O único aminoácido essencial que ficou faltando na receita foi a metionina, que é importante para manter o pH urinário levemente ácido (6.0 a 6.5) e evitar formação de cristais e cálculos de oxalato de cálcio, dentre outras funções informadas acima. A metionina precisaria, então, ser suplementada à parte.
O veterinário que está orientando a dieta vegana do seu cão poderá montar uma fórmula para mandar manipular em cápsulas ou sachês com os aminoácidos que ele avaliar que estão faltando à receita, incluindo também L-carnitina e L-taurina, para adicionar às refeições na hora de servir.
O problema? Essa fórmula só atenderá a uma receita fixa. Ao substituir qualquer ingrediente da composição outros aminoácidos podem vir a faltar, requerendo uma fórmula manipulada de aminoácidos diferente. Por isso é arriscado oferecer uma dieta caseira vegana que não seja uma receita fixa formulada por um profissional que utiliza programa que analisa o teor de aminoácidos.
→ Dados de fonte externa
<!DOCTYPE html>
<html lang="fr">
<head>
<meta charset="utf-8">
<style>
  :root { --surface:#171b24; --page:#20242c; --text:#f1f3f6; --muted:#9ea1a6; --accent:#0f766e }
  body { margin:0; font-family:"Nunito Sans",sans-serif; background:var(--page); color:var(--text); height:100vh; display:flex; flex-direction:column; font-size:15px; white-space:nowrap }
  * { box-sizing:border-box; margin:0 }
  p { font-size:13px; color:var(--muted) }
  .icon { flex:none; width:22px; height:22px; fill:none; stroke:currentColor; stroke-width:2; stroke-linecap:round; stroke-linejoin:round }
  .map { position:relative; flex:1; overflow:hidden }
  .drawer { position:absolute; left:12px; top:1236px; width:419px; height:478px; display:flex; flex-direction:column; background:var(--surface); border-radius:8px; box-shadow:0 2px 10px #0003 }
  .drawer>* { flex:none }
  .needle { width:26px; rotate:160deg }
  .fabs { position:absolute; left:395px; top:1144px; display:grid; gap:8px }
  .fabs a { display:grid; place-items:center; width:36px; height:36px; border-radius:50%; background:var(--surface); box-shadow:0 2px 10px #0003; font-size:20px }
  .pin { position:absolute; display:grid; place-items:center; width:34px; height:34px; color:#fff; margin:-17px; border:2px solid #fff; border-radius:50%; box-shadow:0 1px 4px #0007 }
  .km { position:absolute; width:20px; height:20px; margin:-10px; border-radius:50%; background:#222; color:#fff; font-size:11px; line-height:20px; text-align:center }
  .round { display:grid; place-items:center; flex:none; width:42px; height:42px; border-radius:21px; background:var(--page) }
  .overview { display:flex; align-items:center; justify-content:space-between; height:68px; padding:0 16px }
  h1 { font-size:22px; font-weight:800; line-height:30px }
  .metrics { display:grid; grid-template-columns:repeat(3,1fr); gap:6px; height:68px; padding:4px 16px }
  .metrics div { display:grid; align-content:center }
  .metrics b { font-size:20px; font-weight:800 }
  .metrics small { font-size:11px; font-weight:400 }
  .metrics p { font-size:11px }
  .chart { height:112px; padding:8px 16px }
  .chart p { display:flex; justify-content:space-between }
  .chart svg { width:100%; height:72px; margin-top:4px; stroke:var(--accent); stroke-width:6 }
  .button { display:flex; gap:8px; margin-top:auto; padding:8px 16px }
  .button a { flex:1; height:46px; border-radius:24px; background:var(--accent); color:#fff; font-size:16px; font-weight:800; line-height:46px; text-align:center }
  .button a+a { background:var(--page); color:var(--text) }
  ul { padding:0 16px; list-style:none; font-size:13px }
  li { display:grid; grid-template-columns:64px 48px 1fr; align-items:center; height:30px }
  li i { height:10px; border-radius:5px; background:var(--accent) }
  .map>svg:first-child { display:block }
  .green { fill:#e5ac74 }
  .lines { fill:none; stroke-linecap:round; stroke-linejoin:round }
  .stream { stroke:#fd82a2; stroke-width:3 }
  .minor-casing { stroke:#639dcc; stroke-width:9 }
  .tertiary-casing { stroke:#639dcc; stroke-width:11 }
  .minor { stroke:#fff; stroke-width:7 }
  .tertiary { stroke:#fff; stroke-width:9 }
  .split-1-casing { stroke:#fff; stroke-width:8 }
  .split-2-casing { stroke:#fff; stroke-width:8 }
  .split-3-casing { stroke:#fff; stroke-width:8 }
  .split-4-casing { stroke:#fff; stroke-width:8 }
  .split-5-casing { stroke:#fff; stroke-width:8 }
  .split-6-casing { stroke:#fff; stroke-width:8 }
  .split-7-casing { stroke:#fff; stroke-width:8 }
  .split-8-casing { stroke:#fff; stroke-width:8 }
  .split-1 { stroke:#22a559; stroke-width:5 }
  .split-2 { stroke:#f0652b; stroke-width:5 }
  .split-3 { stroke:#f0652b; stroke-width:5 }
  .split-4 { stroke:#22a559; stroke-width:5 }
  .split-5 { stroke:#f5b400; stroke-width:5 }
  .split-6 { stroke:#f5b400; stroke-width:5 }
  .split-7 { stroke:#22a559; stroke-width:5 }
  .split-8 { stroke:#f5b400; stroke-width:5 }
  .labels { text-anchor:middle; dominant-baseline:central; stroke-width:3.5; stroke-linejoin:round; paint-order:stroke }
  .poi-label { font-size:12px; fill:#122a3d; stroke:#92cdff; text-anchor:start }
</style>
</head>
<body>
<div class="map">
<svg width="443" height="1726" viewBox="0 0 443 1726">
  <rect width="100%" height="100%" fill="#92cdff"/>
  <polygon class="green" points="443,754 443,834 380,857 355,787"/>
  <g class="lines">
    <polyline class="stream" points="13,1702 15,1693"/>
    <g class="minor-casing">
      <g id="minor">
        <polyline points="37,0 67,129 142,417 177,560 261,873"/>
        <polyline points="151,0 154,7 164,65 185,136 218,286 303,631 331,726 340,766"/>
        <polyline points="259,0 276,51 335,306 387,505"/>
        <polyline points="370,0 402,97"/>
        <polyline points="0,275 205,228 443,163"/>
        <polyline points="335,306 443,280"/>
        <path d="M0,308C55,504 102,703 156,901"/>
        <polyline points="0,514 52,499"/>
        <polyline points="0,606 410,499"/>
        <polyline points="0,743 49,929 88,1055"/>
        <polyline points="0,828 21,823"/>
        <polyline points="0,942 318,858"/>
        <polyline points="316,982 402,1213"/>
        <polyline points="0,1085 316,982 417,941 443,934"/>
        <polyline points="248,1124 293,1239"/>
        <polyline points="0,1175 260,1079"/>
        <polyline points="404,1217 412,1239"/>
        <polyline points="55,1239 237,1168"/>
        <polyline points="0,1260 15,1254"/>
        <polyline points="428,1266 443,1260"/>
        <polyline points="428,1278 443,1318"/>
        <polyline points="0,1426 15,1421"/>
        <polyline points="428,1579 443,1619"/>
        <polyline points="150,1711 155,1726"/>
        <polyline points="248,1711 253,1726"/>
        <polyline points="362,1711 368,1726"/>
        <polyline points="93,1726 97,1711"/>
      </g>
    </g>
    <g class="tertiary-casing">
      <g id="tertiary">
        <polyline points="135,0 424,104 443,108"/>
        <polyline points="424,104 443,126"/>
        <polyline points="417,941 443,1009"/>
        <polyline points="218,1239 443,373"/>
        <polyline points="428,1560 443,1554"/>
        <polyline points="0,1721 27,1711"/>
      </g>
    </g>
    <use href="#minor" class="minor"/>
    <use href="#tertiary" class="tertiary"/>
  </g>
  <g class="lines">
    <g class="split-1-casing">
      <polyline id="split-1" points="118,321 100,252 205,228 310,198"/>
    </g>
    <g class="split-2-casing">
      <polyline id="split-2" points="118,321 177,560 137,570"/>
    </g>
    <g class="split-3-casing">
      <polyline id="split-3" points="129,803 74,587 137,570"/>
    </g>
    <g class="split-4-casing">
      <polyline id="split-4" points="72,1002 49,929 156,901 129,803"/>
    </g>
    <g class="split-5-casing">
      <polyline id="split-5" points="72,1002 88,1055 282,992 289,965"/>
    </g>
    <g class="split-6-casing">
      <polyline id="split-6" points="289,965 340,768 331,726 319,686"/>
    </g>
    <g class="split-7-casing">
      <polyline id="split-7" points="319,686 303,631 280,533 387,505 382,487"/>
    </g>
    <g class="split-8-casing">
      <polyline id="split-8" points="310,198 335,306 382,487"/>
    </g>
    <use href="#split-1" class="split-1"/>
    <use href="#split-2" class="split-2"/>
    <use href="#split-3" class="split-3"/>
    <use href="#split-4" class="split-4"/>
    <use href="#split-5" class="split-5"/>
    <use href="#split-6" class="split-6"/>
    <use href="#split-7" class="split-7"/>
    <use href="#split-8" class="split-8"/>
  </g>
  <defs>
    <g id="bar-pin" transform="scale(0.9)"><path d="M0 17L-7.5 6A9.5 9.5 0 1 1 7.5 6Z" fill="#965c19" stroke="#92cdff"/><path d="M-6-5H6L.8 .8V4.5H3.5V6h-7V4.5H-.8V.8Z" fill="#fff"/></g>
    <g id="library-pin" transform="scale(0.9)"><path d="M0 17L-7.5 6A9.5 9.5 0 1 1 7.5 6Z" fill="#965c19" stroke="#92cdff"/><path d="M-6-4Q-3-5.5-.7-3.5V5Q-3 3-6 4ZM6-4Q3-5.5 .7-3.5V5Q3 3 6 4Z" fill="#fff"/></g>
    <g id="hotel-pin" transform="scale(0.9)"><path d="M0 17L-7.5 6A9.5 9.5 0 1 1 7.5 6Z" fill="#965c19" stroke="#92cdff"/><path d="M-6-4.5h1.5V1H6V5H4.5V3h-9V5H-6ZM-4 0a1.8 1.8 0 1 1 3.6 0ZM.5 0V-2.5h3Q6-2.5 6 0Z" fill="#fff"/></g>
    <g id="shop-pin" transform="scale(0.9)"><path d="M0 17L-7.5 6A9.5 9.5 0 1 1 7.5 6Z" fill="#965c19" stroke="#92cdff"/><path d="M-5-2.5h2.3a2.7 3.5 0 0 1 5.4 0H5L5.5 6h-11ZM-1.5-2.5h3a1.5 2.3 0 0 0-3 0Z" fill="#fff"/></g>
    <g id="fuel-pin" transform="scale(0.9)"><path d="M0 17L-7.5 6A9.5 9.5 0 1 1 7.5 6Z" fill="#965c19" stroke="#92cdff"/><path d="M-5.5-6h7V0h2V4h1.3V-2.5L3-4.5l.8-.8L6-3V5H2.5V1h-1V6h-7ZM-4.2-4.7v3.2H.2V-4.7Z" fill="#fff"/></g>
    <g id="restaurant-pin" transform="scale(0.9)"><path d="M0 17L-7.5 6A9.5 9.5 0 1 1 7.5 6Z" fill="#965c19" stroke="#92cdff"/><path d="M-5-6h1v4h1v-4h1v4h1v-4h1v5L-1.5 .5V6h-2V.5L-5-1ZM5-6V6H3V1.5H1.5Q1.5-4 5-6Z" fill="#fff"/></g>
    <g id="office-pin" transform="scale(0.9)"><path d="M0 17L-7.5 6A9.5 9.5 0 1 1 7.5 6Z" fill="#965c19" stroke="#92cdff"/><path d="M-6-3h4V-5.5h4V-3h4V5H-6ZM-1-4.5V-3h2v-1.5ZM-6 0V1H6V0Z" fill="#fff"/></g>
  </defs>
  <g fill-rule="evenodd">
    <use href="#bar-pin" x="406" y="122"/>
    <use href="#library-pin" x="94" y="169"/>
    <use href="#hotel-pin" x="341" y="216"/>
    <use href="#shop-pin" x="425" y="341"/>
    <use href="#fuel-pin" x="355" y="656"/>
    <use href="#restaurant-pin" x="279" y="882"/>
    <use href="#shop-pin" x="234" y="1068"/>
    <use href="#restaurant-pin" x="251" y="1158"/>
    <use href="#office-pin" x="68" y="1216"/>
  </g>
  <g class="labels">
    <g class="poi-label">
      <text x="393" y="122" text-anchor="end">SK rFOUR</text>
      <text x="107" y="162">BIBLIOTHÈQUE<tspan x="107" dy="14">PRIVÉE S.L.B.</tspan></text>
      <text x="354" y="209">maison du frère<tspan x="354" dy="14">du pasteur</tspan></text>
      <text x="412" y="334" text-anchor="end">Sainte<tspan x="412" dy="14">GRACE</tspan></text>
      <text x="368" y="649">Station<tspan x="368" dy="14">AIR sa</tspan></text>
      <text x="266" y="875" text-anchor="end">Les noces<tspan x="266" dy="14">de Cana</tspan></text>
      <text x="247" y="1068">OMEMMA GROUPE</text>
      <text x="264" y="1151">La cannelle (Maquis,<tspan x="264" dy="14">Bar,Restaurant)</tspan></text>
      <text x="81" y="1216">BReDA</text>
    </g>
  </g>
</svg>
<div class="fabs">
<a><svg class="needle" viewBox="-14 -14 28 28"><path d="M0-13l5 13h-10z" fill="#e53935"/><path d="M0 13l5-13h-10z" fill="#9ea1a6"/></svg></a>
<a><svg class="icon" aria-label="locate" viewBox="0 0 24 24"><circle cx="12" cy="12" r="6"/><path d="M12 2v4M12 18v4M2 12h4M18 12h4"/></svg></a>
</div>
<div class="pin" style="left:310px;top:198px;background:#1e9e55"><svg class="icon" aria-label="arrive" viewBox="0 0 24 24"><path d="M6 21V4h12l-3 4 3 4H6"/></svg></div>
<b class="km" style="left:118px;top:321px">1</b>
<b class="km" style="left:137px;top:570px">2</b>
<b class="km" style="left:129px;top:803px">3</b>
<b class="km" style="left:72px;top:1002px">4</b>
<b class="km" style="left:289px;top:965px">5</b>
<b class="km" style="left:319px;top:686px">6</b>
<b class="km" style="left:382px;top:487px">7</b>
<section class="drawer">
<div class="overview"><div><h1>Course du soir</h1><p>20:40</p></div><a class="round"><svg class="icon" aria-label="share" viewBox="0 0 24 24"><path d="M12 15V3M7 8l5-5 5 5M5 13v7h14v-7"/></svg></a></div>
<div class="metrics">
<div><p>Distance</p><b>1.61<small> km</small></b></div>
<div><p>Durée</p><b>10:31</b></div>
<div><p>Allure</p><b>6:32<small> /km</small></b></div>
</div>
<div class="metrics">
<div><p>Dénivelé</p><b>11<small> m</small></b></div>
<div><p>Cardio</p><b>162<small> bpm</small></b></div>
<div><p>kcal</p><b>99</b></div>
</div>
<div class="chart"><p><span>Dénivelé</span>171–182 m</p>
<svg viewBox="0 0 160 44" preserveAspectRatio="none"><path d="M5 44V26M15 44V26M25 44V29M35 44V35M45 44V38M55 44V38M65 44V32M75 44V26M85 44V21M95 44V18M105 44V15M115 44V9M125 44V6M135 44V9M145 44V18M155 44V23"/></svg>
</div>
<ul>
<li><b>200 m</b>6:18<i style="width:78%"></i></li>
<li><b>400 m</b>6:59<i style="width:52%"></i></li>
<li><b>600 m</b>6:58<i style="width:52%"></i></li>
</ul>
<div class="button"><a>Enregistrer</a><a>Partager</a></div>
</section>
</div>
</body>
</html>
Sem essa conduta não há como levantar que nutrientes podem estar ausentes ou insuficientes e depois montar a fórmula de aminoácidos para cobrir essas lacunas.
Até mesmo fabricantes de rações erram na formulação de rações veganas para pets. Um artigo científico norte-americano de 2015 verificou que somente metade das rações vegetarianas e veganas para pets analisadas supriam o teor mínimo de aminoácidos requerido. Em 2020 pesquisadores brasileiros avaliaram a composição de quatro rações veganas para cães e gatos comercializadas no nosso país. E adivinha? Todas tinham deficiência de pelo menos um nutriente e algumas apresentaram excesso de zinco e cobre.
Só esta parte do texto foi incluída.